Data records:
----------------------------------------
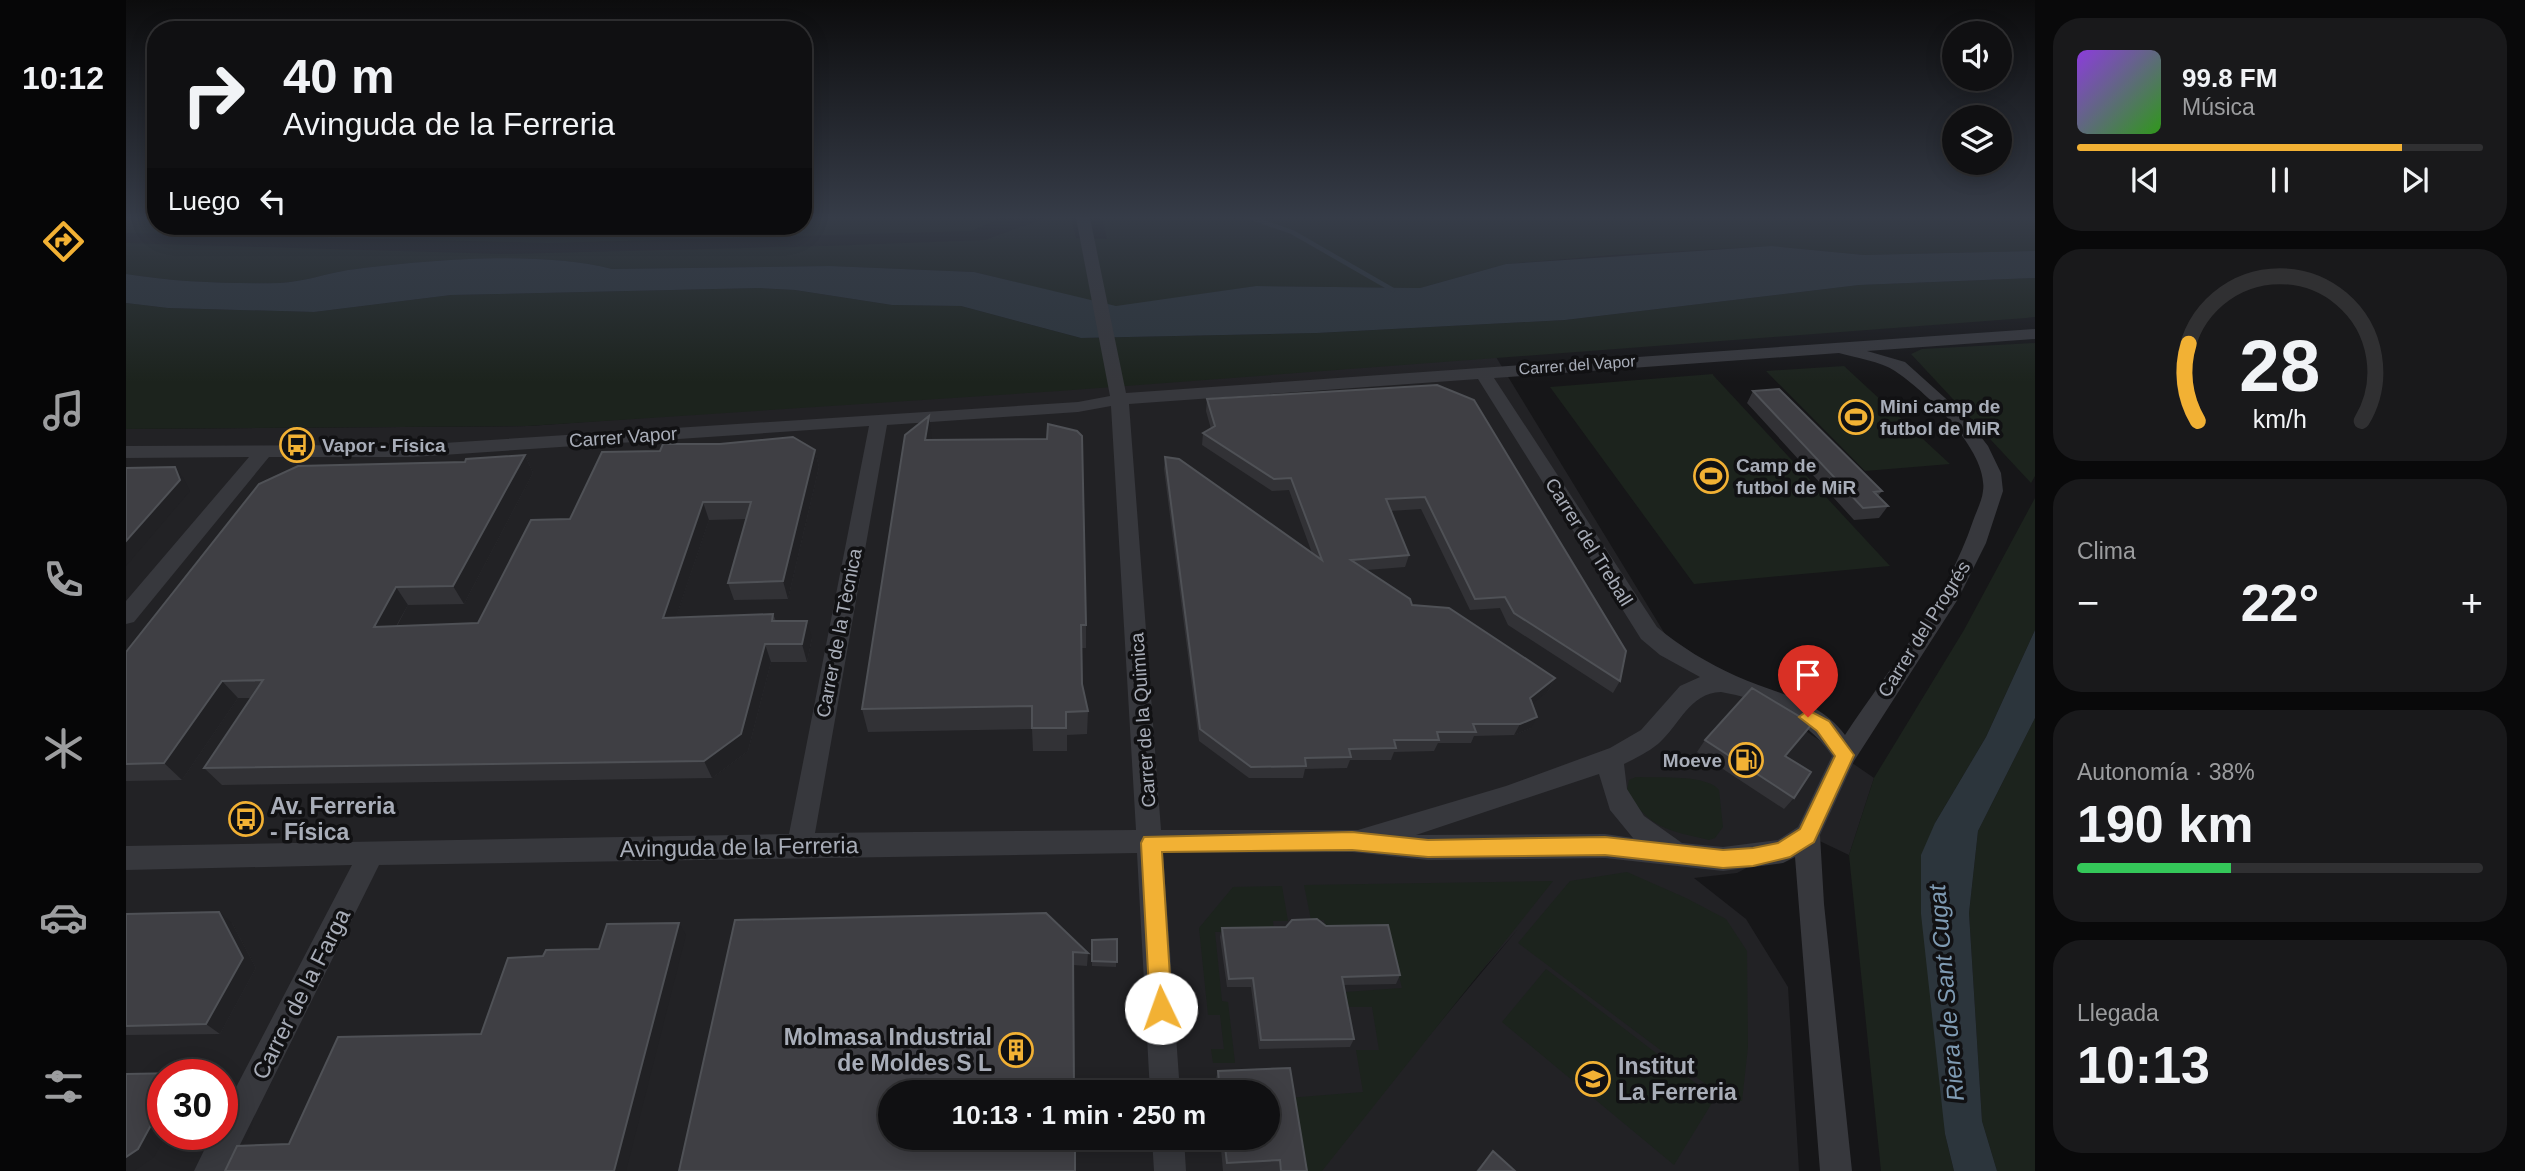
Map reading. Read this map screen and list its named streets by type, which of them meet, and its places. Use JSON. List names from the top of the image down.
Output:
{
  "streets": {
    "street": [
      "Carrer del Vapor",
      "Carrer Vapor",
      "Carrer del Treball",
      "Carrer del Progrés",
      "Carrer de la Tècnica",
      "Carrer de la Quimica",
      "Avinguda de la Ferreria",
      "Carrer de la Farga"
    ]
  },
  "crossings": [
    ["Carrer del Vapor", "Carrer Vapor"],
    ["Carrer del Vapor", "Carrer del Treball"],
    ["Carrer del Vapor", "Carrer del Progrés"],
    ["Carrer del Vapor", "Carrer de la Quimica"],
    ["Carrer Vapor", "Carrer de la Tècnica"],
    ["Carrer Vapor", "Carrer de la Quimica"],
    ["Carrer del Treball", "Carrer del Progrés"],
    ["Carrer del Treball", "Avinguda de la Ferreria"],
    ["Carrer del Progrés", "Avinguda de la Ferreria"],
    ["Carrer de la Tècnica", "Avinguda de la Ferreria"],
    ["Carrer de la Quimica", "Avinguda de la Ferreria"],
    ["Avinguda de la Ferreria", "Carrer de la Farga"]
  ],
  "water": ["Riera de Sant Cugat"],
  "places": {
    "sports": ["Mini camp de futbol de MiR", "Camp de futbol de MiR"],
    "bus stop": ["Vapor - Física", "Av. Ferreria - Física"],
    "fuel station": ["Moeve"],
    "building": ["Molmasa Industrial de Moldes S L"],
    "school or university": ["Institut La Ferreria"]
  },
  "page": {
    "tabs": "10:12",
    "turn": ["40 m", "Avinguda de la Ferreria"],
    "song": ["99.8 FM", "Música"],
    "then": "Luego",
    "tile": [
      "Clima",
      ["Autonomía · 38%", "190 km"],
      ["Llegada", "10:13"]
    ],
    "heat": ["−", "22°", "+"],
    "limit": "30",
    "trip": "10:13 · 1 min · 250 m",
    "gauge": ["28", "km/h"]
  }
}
----------------------------------------
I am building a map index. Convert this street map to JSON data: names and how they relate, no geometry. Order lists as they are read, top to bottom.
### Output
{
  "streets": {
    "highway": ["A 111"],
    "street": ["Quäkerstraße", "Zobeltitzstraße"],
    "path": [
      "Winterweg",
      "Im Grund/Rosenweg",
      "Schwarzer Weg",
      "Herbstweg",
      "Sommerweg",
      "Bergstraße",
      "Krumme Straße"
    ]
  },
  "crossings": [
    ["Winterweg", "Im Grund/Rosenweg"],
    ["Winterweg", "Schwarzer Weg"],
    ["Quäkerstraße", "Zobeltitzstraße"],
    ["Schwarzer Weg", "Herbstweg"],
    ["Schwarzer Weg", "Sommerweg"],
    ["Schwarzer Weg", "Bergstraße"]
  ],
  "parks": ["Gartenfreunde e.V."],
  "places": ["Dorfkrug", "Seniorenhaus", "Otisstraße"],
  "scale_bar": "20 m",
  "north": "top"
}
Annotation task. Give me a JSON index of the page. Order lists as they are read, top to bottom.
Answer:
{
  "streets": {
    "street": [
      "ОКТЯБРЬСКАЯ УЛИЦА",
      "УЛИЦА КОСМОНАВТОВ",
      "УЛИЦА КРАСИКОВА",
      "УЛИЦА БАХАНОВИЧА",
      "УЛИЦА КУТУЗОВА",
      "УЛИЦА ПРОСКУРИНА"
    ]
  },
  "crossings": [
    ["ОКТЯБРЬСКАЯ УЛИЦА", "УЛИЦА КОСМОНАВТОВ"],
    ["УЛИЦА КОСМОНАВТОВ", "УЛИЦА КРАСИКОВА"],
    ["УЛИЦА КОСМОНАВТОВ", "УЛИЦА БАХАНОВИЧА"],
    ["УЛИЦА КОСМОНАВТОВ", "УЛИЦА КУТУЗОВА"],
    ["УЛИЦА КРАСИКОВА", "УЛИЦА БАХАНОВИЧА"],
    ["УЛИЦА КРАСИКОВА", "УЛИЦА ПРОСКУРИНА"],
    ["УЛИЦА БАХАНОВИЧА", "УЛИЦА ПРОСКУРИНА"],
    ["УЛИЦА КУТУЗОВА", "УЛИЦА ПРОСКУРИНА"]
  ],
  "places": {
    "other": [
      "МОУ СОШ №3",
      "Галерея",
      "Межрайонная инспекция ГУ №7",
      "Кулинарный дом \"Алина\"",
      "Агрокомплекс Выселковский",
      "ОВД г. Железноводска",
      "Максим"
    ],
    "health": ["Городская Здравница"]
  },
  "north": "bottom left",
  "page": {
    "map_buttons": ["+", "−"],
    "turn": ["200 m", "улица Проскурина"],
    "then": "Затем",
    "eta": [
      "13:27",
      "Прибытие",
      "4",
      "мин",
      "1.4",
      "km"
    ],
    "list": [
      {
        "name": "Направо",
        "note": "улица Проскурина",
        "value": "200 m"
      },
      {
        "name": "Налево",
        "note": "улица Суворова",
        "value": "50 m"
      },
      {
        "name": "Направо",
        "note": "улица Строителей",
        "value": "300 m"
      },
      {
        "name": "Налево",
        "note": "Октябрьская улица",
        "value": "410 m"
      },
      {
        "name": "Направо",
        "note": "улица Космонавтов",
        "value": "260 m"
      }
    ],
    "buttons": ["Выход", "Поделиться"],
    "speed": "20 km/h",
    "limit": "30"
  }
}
----------------------------------------
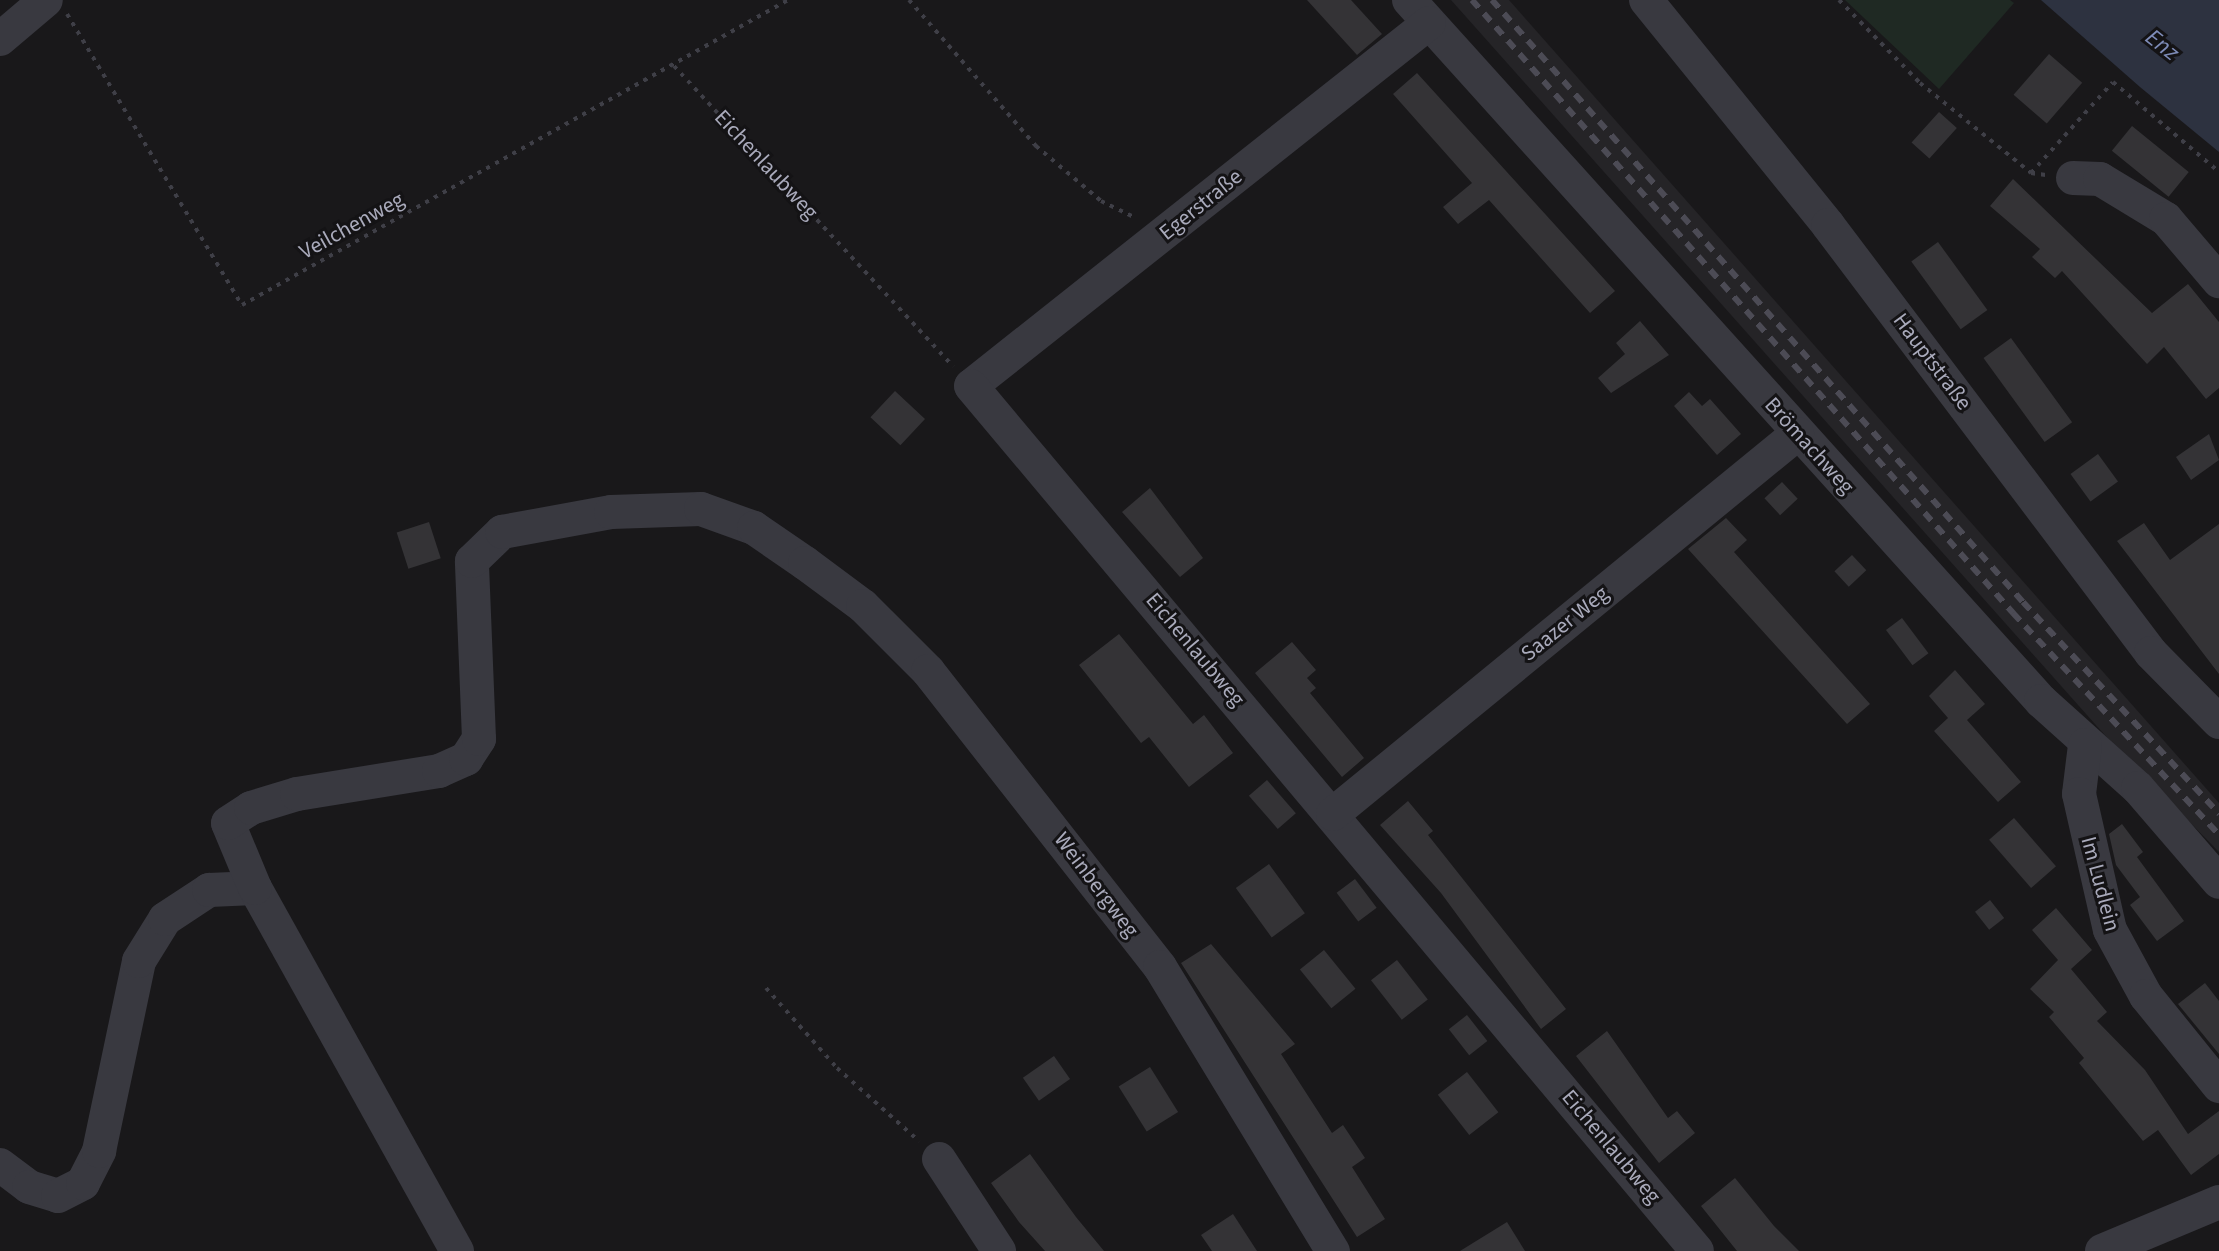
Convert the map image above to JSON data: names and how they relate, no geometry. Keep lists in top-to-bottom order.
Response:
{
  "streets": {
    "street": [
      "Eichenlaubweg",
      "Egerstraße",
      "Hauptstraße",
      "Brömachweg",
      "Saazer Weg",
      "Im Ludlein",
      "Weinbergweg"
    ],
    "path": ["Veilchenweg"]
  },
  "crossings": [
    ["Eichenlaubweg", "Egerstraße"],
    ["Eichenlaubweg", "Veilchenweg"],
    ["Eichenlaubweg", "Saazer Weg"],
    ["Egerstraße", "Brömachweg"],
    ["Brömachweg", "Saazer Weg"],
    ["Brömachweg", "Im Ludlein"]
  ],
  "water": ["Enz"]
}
----------------------------------------
### Problem statement
Each line in the data that holds the word "Convert" must be copied.

### Written response
I am building a map index. Convert this street map to JSON data: names and how they relate, no geometry. Order lists as they are read, top to bottom.
Convert the map image above to JSON data: names and how they relate, no geometry. Keep lists in top-to-bottom order.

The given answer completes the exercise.